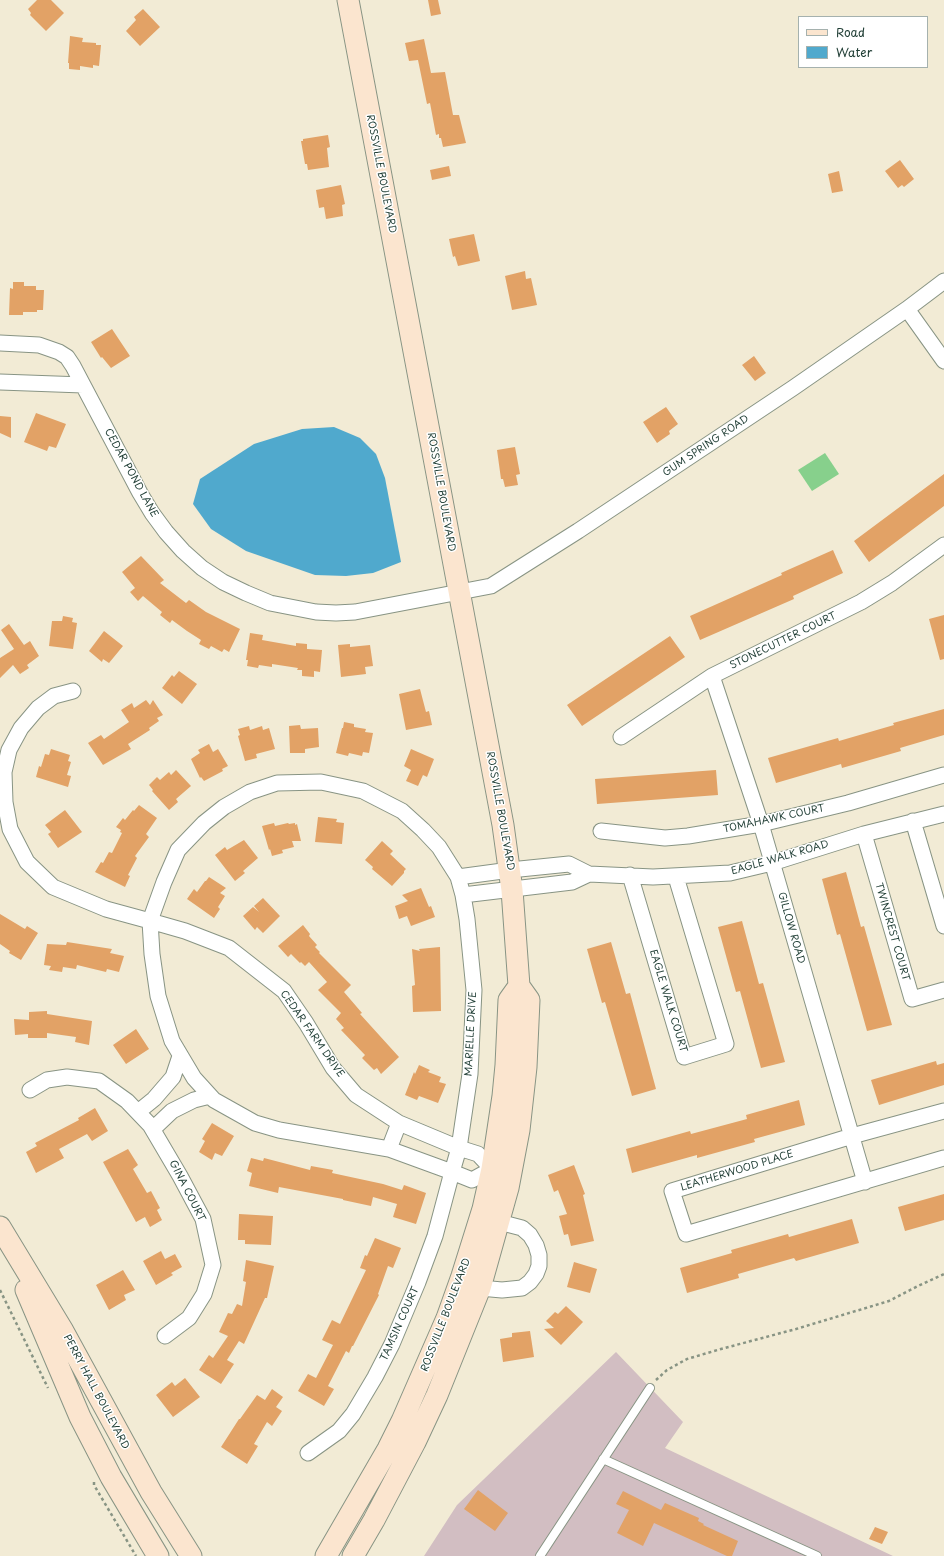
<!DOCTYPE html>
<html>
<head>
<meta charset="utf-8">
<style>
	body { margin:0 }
	#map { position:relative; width:944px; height:1556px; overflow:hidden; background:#f2ebd5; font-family:"Playpen Sans",sans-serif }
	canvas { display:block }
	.legend { position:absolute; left:798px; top:16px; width:130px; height:52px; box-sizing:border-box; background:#fff; border:1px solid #a5b1ae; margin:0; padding:5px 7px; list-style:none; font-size:12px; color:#1f3d34 }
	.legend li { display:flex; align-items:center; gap:8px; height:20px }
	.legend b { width:20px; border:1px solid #a5b1ae }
</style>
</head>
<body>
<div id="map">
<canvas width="944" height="1556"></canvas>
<ul class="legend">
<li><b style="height:5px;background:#fbe5cf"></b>Road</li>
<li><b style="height:11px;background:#50a9cd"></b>Water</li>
</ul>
</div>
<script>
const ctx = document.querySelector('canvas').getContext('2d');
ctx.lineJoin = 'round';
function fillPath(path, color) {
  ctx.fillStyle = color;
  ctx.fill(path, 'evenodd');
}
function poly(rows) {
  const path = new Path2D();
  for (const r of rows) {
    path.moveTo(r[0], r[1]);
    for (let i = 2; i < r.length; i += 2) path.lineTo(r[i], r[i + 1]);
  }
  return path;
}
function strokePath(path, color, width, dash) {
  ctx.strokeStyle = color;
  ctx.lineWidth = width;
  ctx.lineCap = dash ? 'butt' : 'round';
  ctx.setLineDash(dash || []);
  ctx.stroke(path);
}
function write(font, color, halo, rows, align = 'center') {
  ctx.font = font + ' "Playpen Sans",sans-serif';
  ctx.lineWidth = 3;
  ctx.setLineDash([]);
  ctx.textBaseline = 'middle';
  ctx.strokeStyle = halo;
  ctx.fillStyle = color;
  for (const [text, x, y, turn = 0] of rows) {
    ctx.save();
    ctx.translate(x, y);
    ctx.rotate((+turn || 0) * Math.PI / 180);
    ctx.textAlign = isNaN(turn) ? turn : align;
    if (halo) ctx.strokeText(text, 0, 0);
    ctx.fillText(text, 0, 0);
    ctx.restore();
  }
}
fillPath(poly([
	[616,1352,683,1422,665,1448,893,1556,424,1556,457,1505]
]), '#d2bec2');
fillPath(poly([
	[825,453,839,474,812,491,798,470]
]), '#87d08c');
fillPath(poly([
	[334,427,360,438,376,454,385,478,401,562,373,573,346,576,315,575,246,551,211,529,193,504,200,479,254,444,302,429]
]), '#50a9cd');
fillPath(poly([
	[37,0,51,0,64,13,46,31,30,15,31,13,28,9],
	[428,0,438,0,441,14,431,16],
	[143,9,160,27,140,46,126,31,136,20,134,17],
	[70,36,83,38,82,42,96,43,96,45,101,45,99,66,93,65,93,68,80,66,80,70,69,69,69,63,68,63],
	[424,39,431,73,445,72,453,115,459,115,466,143,443,147,441,138,439,138,439,134,436,135,430,103,427,104,418,60,409,61,405,43],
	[328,135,330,147,327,148,329,167,308,170,307,164,305,164,301,141,303,141,303,139],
	[900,160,914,179,904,187,902,185,898,188,885,171],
	[449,166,451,176,432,180,430,170],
	[839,171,843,191,832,193,828,174],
	[341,185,345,204,342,205,343,216,326,219,324,207,319,208,316,190],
	[474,234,480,261,458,266,455,256,453,257,449,239],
	[525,271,526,279,531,278,537,305,512,310,505,276],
	[13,282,24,282,24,286,36,286,36,290,44,290,43,310,37,310,37,312,23,312,23,315,9,315,10,288,13,289],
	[112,329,130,356,111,368,102,357,101,358,91,342],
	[754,356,766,373,755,381,742,365],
	[666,407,678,424,669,431,670,434,657,443,643,422],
	[36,413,66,424,56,448,49,446,47,451,24,442],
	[0,416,11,417,11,438,0,433],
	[515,447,520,474,516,475,518,485,505,487,503,479,501,479,497,450],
	[944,474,944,506,869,562,854,541],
	[833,550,843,573,793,596,794,599,700,640,690,616,782,575,781,573],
	[141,556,164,580,160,583,186,603,189,600,206,612,240,629,229,652,224,649,222,652,211,646,209,649,199,644,201,640,187,631,172,620,170,623,160,615,162,612,143,596,138,601,130,592,135,588,122,572],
	[944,615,944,659,940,660,929,619],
	[63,616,73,618,72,622,77,623,73,649,49,646,52,621,62,621],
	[9,624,24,645,30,641,39,656,27,665,29,668,20,674,13,665,0,678,0,658,14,649,1,630],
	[104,631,123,646,109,663,103,659,102,662,89,651],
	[250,633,263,635,262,640,296,646,296,643,307,644,307,649,322,650,320,672,314,671,314,677,302,676,302,670,297,670,298,668,272,664,272,667,259,665,258,668,247,666,248,660,246,660],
	[670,636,685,657,582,726,567,705],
	[350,644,350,647,370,645,373,666,365,667,366,674,341,677,338,645],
	[179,671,197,684,182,704,162,688,172,675,174,677],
	[420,689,426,712,429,711,432,725,406,730,399,694],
	[146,700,150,705,153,700,163,715,157,718,159,721,149,728,150,730,128,744,131,749,103,765,88,743,101,735,104,739,129,722,121,710,132,703,134,708],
	[944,709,944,735,900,748,901,751,842,768,841,764,776,783,768,758,838,738,839,741,894,725,893,723],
	[344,722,354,724,354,727,366,729,365,732,373,733,369,753,363,752,362,756,349,753,348,756,336,753,342,728,343,728],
	[300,725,301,729,318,728,319,747,305,749,305,753,290,753,289,726],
	[249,726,250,730,262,726,263,730,269,728,275,749,256,754,257,758,245,761,238,736,240,735,238,729],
	[209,744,213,752,218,749,228,766,222,769,223,771,204,781,201,777,200,778,191,759,200,753,198,750],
	[51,749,70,755,68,761,71,762,67,775,71,776,68,787,36,777,39,766,41,767,45,754,49,755],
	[411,749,434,759,427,777,423,775,418,786,406,781,411,770,404,766],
	[176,770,191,786,176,799,178,802,169,810,152,791,153,790,149,785,157,777,160,780,169,772,171,775],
	[716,770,718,795,597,804,595,779],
	[139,805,157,818,146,834,149,837,135,856,137,858,128,875,130,876,125,887,95,872,101,862,103,863,109,852,112,853,122,833,120,832,121,830,116,827,123,818,125,820,133,810,134,811],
	[65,810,82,832,58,848,48,834,51,832,45,825],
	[318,817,337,819,336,822,344,823,342,844,315,842],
	[274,823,275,826,288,823,289,824,295,823,295,825,297,824,301,841,292,841,294,847,282,850,283,853,272,856,270,849,269,850,262,826],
	[244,840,258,858,243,871,245,873,235,881,215,855,225,847,227,850],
	[382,841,393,851,390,854,406,869,404,871,404,873,392,886,372,869,373,867,365,860],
	[846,872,861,927,864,926,892,1025,867,1031,840,934,837,935,822,879],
	[209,877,226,888,220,893,225,896,218,907,220,909,214,918,187,899,194,889,197,892,205,881,206,881],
	[421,888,429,907,431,906,435,917,411,926,407,916,399,919,395,906,408,901,402,895],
	[263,898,280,916,263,933,257,927,255,930,243,916,253,907,259,912,254,906],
	[0,914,25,929,27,926,38,933,21,960,9,953,10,951,0,944],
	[742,921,759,984,763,983,785,1062,761,1068,740,991,736,992,718,927],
	[303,925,310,934,309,936,317,945,315,947,320,952,319,953,351,985,344,992,362,1013,360,1014,399,1057,381,1074,377,1068,374,1070,362,1058,365,1055,341,1030,344,1028,336,1019,341,1013,318,990,327,982,309,962,305,966,301,962,300,963,291,954,288,957,278,946],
	[67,942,112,949,110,953,124,956,119,972,107,969,106,972,77,965,76,969,63,967,62,972,49,970,51,966,44,965,47,944,66,945],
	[611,942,626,994,630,993,656,1089,632,1096,605,1002,602,1003,587,949],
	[440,947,441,1011,413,1012,412,986,415,985,412,949,420,951,419,949],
	[47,1011,47,1014,92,1021,89,1045,75,1042,76,1037,47,1033,47,1038,28,1038,28,1034,15,1035,14,1019,29,1020,29,1012],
	[136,1029,149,1049,126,1064,113,1045],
	[936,1061,937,1065,944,1063,944,1085,879,1105,871,1080],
	[419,1065,430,1070,428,1072,441,1077,439,1082,446,1084,438,1103,419,1096,417,1100,405,1095,414,1072,415,1074],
	[799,1100,805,1125,754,1139,755,1142,697,1158,697,1155,632,1173,626,1149,690,1131,691,1134,747,1119,746,1115],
	[95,1108,108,1131,92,1141,87,1134,59,1149,64,1158,36,1173,26,1152,37,1146,35,1143,79,1120,78,1118],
	[212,1123,234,1136,222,1156,215,1153,212,1160,199,1152,205,1141,202,1139],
	[128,1149,138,1165,133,1169,147,1193,151,1191,160,1208,157,1210,162,1220,150,1227,145,1217,136,1222,103,1162],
	[251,1158,263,1161,264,1158,310,1170,311,1166,333,1170,332,1173,383,1184,402,1190,404,1185,426,1193,416,1224,393,1217,397,1204,373,1197,371,1206,343,1200,343,1199,279,1187,278,1193,249,1186,252,1173,247,1171],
	[574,1165,585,1194,583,1195,594,1241,571,1246,568,1234,564,1235,559,1216,567,1214,558,1190,554,1192,548,1175],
	[944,1194,944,1220,905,1231,898,1207],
	[239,1214,273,1216,271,1245,245,1244,245,1240,238,1240],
	[852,1219,859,1243,796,1261,794,1258,738,1274,739,1278,687,1293,680,1268,732,1253,731,1250,788,1234,789,1237],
	[375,1238,401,1248,393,1268,388,1266,378,1294,379,1295,353,1346,352,1346,349,1353,346,1351,328,1386,334,1389,324,1406,298,1391,308,1374,316,1378,333,1345,322,1340,332,1320,340,1324,366,1270,360,1268,365,1255,367,1256],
	[161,1251,165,1259,175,1254,182,1267,171,1273,173,1275,156,1285,143,1261],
	[246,1260,274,1266,267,1298,265,1298,244,1344,239,1341,227,1360,234,1364,221,1384,199,1370,209,1355,213,1358,228,1336,219,1332,228,1313,232,1314,237,1304,242,1306,246,1282,243,1281],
	[574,1262,597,1269,590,1293,567,1287],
	[123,1270,135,1290,124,1295,126,1300,109,1310,96,1285],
	[566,1306,583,1322,561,1345,544,1329,554,1328,546,1321,555,1312,558,1314],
	[530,1331,534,1357,503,1362,500,1339,512,1337,512,1333],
	[185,1378,200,1397,173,1417,156,1395,172,1382,175,1386],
	[272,1389,283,1397,276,1407,282,1411,272,1426,267,1422,254,1444,258,1446,247,1464,221,1447,239,1419,240,1419,257,1395,265,1400],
	[478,1490,508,1513,495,1531,464,1509],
	[623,1491,661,1510,665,1503,699,1518,698,1521,704,1524,703,1525,738,1541,732,1556,727,1556,654,1523,643,1546,617,1533,629,1510,616,1504],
	[875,1527,888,1532,882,1544,869,1539]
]), '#e2a266');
const service = poly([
	[603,1459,817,1556],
	[540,1556,650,1388]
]);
const minor = poly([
	[907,309,944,361],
	[0,343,39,345,59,352,67,357,73,366,83,385,0,382],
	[83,385,140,493,152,513,166,532,183,551,202,568,223,582,246,593,270,603,316,612,336,613,355,612,491,586,578,531,793,388,907,309,944,281],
	[712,676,761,824,865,1182],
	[73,691,54,696,38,708,21,728,9,750,4,772,5,802,10,829,27,862,53,887,106,909,150,921,185,931,229,948,284,991,306,1023,333,1068,356,1095,399,1123,459,1148,478,1154,492,1169,472,1180,452,1172,389,1149,279,1130,255,1123,214,1100,194,1078,172,1041,158,996,152,954,150,921,164,882,178,850,204,823,224,807,250,792,277,783,321,782,363,791,402,811,423,830,439,847,458,877,463,895,467,919,474,990,470,1074,459,1148,452,1172,435,1236,418,1282,392,1344,375,1377,353,1414,339,1431,308,1453],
	[621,737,712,676,861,602,892,583,944,545],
	[913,821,944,926],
	[601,831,665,838,688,836,761,824,848,803,944,775],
	[864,834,912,999,944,990],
	[630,875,684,1057,726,1044,676,877],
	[458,877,510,870,569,864,589,874,653,877,730,873,772,863,864,834,944,814],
	[463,895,572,882,589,874],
	[30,1090,47,1080,67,1077,99,1081,127,1101,150,1125,180,1176,203,1219,213,1265,204,1294,189,1318,165,1336],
	[944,1111,852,1136,672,1191,686,1234,944,1158],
	[138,1112,154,1099,173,1077,180,1056],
	[153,1129,172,1111,194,1100,210,1096],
	[389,1149,399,1123],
	[480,1288,502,1290,522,1288,530,1282,536,1274,539,1266,539,1255,536,1245,530,1235,522,1228,499,1222]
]);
const secondary = poly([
	[348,0,503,825,512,890,519,986,529,1000,526,1067,519,1130,508,1188,480,1288,437,1395,415,1442,374,1520,353,1556],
	[0,1227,63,1331,151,1492,191,1556],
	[26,1290,80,1417,111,1477,158,1556],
	[326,1556,388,1449,402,1421,447,1318,462,1276,483,1209,492,1169,503,1096,506,1065,509,1000,519,986]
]);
strokePath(service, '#889484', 10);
strokePath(minor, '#889484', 17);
strokePath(secondary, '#889484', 23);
strokePath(poly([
	[0,1290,48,1388],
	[656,1380,667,1370,687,1359,721,1349,796,1329,889,1301,918,1286,944,1274],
	[94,1482,94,1485,136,1556]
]), '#889484', 2.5, [3, 3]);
strokePath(service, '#fff', 8);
strokePath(minor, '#fff', 15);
strokePath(secondary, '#fbe5cf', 21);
write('10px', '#1f3d34', '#fff', [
	["ROSSVILLE BOULEVARD",381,174,79],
	["GUM SPRING ROAD",706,446,-34],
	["CEDAR POND LANE",131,473,61],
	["ROSSVILLE BOULEVARD",441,492,80],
	["STONECUTTER COURT",783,641,-26],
	["ROSSVILLE BOULEVARD",500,811,80],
	["TOMAHAWK COURT",774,819,-12],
	["EAGLE WALK ROAD",780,858,-16],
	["GILLOW ROAD",791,928,74],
	["TWINCREST COURT",892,932,74],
	["EAGLE WALK COURT",668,1001,73],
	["CEDAR FARM DRIVE",312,1034,55],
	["MARIELLE DRIVE",471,1034,-87],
	["LEATHERWOOD PLACE",737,1171,-17],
	["GINA COURT",187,1191,63],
	["ROSSVILLE BOULEVARD",446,1315,-69],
	["TAMSIN COURT",400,1324,-66],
	["PERRY HALL BOULEVARD",96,1392,62]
]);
</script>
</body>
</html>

********

**ABOUT THIS EXERCISE**. Looking at the listing above, how many of its lines contain the string "rows"? Give the number alone.

**SOLUTION TO THE PROBLEM**. 4